Some economists say companies can be less restrained by the usual competition in the midst of inflationary price hikes — and take advantage of temporary market power to pad profits.

The liberal economic advocacy group Groundwork Collaborative, for instance, compiled a list of times when corporate executives extolled their profits or price increases, and talked of issuing stock buybacks, increasing dividends or benefiting from high prices or high interest rates.

However, some researchers caution that the extent of profit-taking can be overstated.

Ahmed Rahman, an associate professor of economics at Lehigh University, said corporate profits have added to the inflationary winds, but he doesn't see enough compelling evidence that greedflation is an important part of inflation, let alone the major driver.

Focusing on corporate profitability is “glib,” Rahman said. “It’s a little bit easy. It resonates during political cycles.”

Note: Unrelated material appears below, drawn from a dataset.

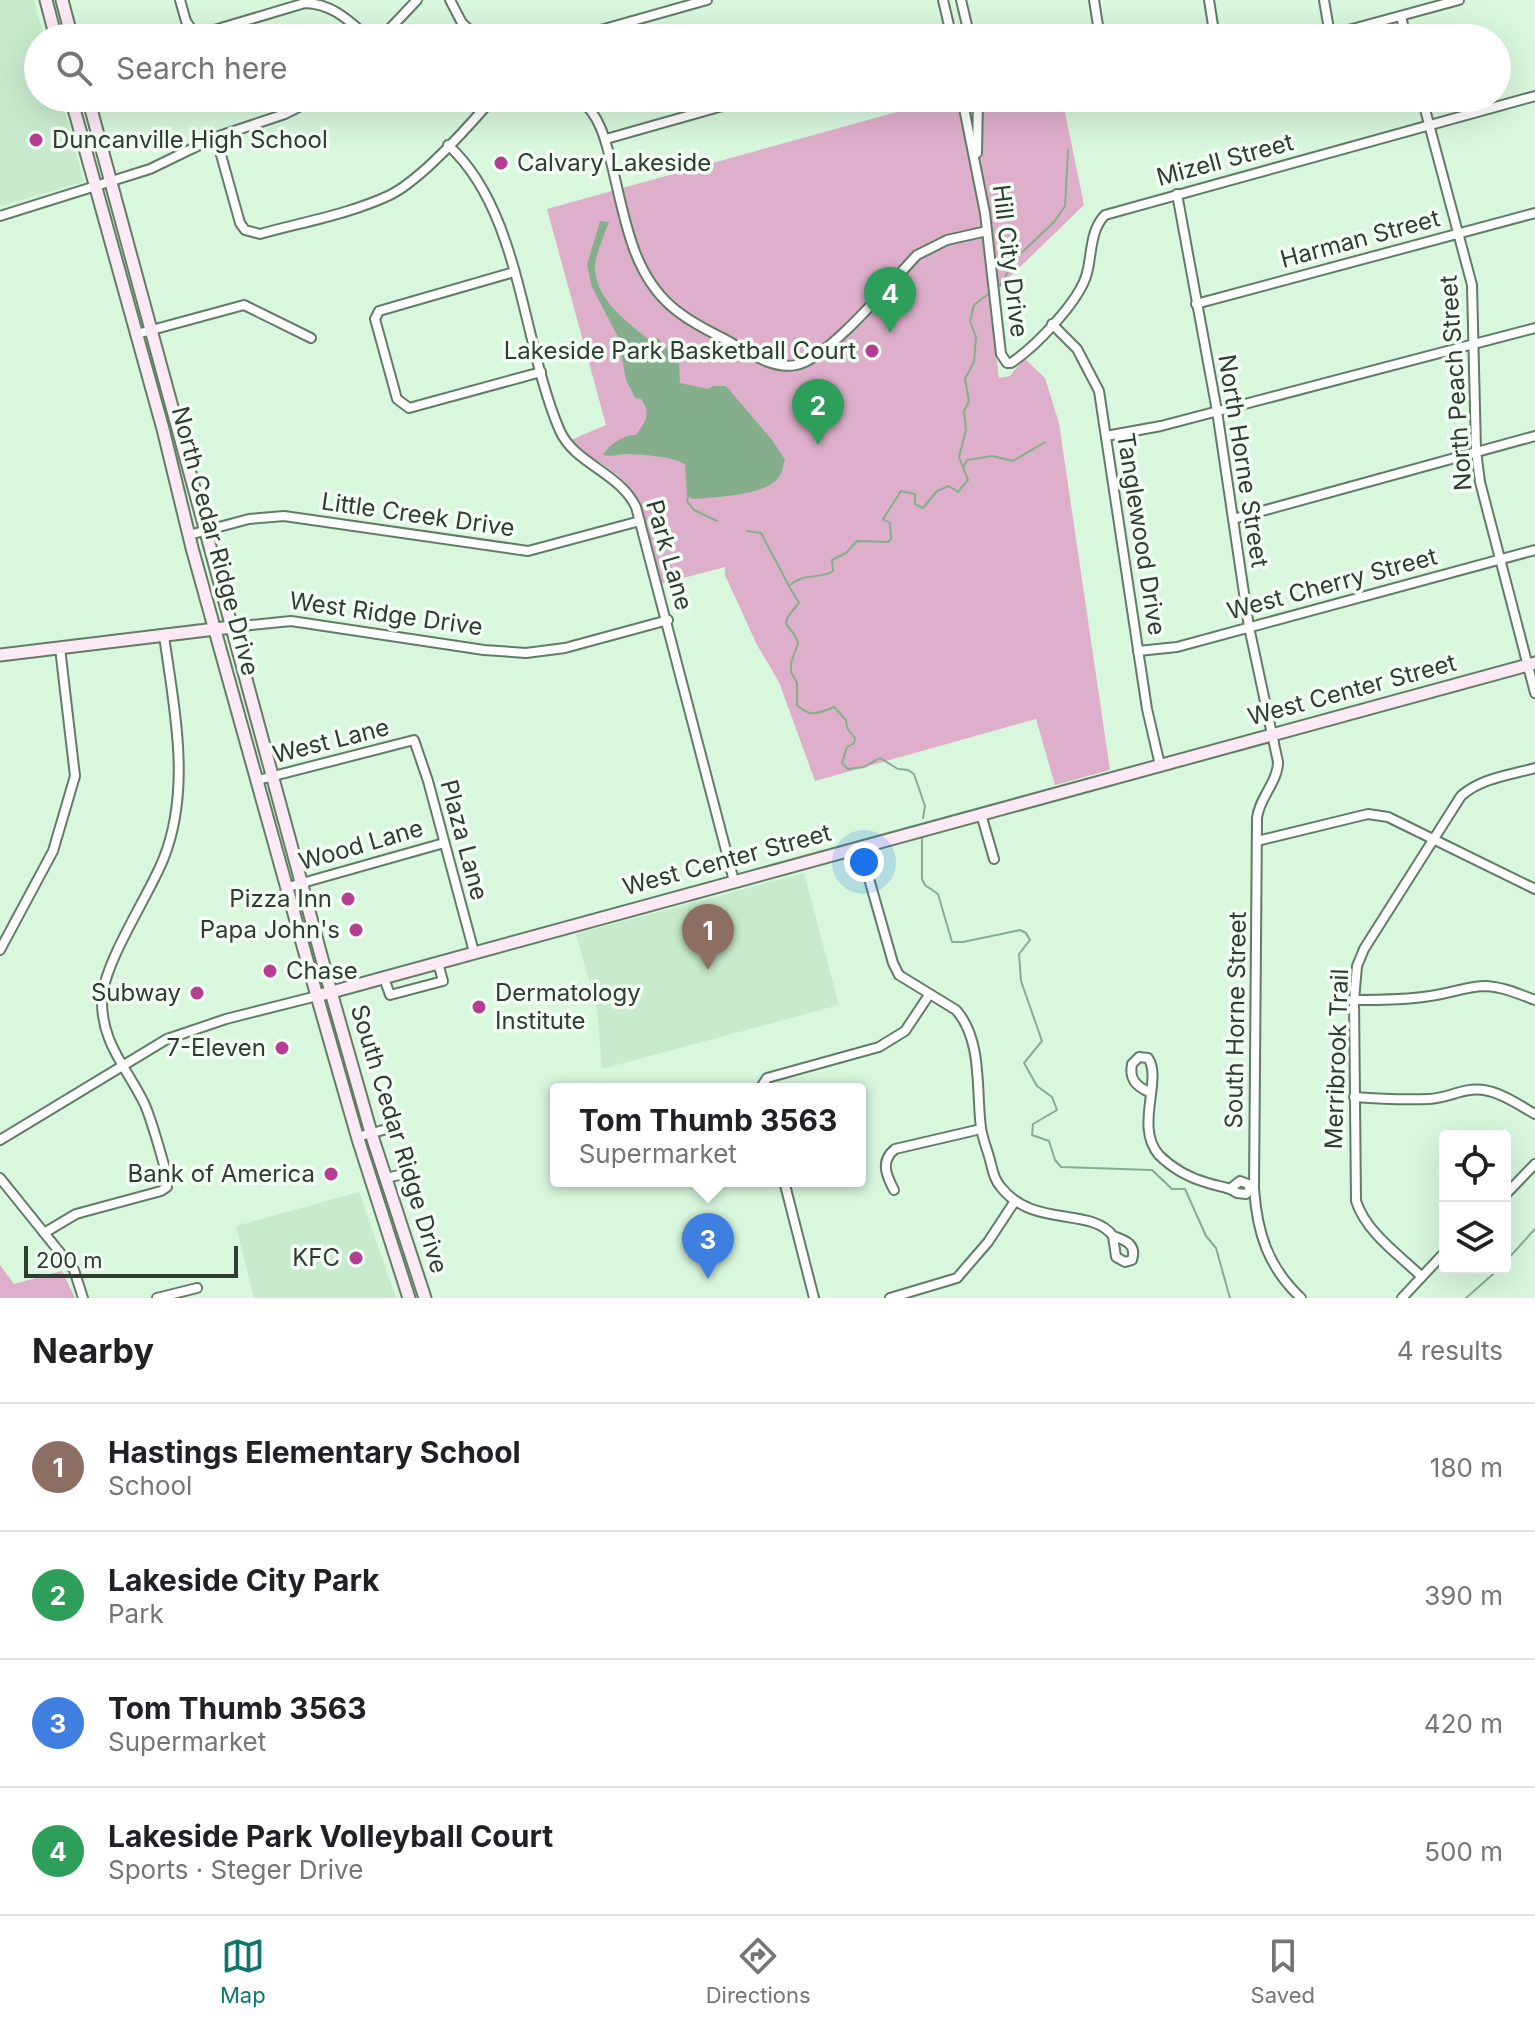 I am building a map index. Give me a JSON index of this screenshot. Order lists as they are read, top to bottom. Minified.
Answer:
{"streets":{"main road":["North Cedar Ridge Drive","West Ridge Drive","West Center Street","South Cedar Ridge Drive"],"street":["Mizell Street","Harman Street","Hill City Drive","North Peach Street","North Horne Street","Little Creek Drive","Tanglewood Drive","Park Lane","West Cherry Street","West Lane","Plaza Lane","Wood Lane","South Horne Street","Merribrook Trail"]},"crossings":[["Mizell Street","Hill City Drive"],["Mizell Street","North Peach Street"],["Mizell Street","North Horne Street"],["Mizell Street","Tanglewood Drive"],["Harman Street","North Peach Street"],["Harman Street","North Horne Street"],["North Peach Street","West Cherry Street"],["North Peach Street","West Center Street"],["North Horne Street","West Cherry Street"],["North Horne Street","West Center Street"],["North Horne Street","South Horne Street"],["Little Creek Drive","North Cedar Ridge Drive"],["Little Creek Drive","Park Lane"],["Tanglewood Drive","West Cherry Street"],["Tanglewood Drive","West Center Street"],["North Cedar Ridge Drive","West Ridge Drive"],["North Cedar Ridge Drive","West Center Street"],["North Cedar Ridge Drive","West Lane"],["North Cedar Ridge Drive","Wood Lane"],["North Cedar Ridge Drive","South Cedar Ridge Drive"],["Park Lane","West Ridge Drive"],["Park Lane","West Center Street"],["West Center Street","Plaza Lane"],["West Center Street","South Horne Street"],["West Center Street","South Cedar Ridge Drive"],["West Lane","Plaza Lane"],["Plaza Lane","Wood Lane"]],"places":["Duncanville High School","Calvary Lakeside","Lakeside Park Basketball Court","Pizza Inn","Papa John's","Chase","Subway","Dermatology Institute","7-Eleven","Bank of America","KFC"],"scale_bar":"200 m","page":{"search":"Search here","pins":["4","2","1","3"],"popup":["Tom Thumb 3563","Supermarket"],"scale":"200 m","heading":["Nearby","4 results"],"list":[{"mark":"1","name":"Hastings Elementary School","note":"School","value":"180 m"},{"mark":"2","name":"Lakeside City Park","note":"Park","value":"390 m"},{"mark":"3","name":"Tom Thumb 3563","note":"Supermarket","value":"420 m"},{"mark":"4","name":"Lakeside Park Volleyball Court","note":"Sports · Steger Drive","value":"500 m"}],"nav":["Map","Directions","Saved"]}}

Prices aren't going back down, Rahman and other economists say, and it's more useful for politicians to talk about the impact of upstream markets — like grain, oil and computer chips — when talking about the price of consumer products like potato chips or candy bars.

Besides, even if corporations raised prices more than costs justified, that's their job, said Z. John Zhang, director of the Penn Wharton China Center at the University of Pennsylvania. Instead of blaming the companies, he said, people should blame the decisions that led to inflation.

“It’s politics and this is really a matter of politicians trying to shift blame for policy-induced inflation,” Zhang said. “And obviously if I were in Biden's position, that probably is a button I’m going to push, too. It seems to be believable.”

AP Economics Writer Christopher Rugaber in Washington contributed to this report.